- [Excerpted records]:
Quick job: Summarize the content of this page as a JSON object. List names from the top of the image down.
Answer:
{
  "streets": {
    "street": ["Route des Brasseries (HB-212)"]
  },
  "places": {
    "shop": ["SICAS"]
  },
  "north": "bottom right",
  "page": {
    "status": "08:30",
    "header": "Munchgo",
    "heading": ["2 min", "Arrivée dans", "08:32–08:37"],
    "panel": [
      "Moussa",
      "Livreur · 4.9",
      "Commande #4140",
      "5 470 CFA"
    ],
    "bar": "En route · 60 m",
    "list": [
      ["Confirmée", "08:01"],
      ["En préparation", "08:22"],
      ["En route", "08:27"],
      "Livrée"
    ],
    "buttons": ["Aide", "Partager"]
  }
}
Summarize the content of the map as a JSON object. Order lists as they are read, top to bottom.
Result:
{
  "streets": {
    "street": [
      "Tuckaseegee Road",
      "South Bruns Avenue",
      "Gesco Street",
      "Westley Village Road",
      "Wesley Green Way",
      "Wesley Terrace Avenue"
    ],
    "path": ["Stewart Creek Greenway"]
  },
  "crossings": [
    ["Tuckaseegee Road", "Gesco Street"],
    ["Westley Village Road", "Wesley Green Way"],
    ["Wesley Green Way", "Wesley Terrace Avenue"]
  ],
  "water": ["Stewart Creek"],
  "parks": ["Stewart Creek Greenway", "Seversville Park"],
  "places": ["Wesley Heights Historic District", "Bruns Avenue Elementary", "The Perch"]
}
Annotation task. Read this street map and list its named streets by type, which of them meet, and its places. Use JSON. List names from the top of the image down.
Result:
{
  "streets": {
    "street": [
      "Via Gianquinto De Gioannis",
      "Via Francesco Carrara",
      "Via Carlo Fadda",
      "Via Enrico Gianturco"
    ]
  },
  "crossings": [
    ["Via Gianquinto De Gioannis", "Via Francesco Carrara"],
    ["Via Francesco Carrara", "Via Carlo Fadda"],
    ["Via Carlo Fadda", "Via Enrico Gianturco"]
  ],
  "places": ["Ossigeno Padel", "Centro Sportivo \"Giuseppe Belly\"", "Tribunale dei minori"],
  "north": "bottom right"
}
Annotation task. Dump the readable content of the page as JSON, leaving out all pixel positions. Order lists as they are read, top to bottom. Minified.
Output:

- [What you have to do]: All that is wanted is the set of lines from the one with "Annotation task. Read" through the last line of the entries, both included, output exactly.

- [Answer space]:
Annotation task. Read this street map and list its named streets by type, which of them meet, and its places. Use JSON. List names from the top of the image down.
Result:
{
  "streets": {
    "street": [
      "Via Gianquinto De Gioannis",
      "Via Francesco Carrara",
      "Via Carlo Fadda",
      "Via Enrico Gianturco"
    ]
  },
  "crossings": [
    ["Via Gianquinto De Gioannis", "Via Francesco Carrara"],
    ["Via Francesco Carrara", "Via Carlo Fadda"],
    ["Via Carlo Fadda", "Via Enrico Gianturco"]
  ],
  "places": ["Ossigeno Padel", "Centro Sportivo \"Giuseppe Belly\"", "Tribunale dei minori"],
  "north": "bottom right"
}
Annotation task. Dump the readable content of the page as JSON, leaving out all pixel positions. Order lists as they are read, top to bottom. Minified.
Output:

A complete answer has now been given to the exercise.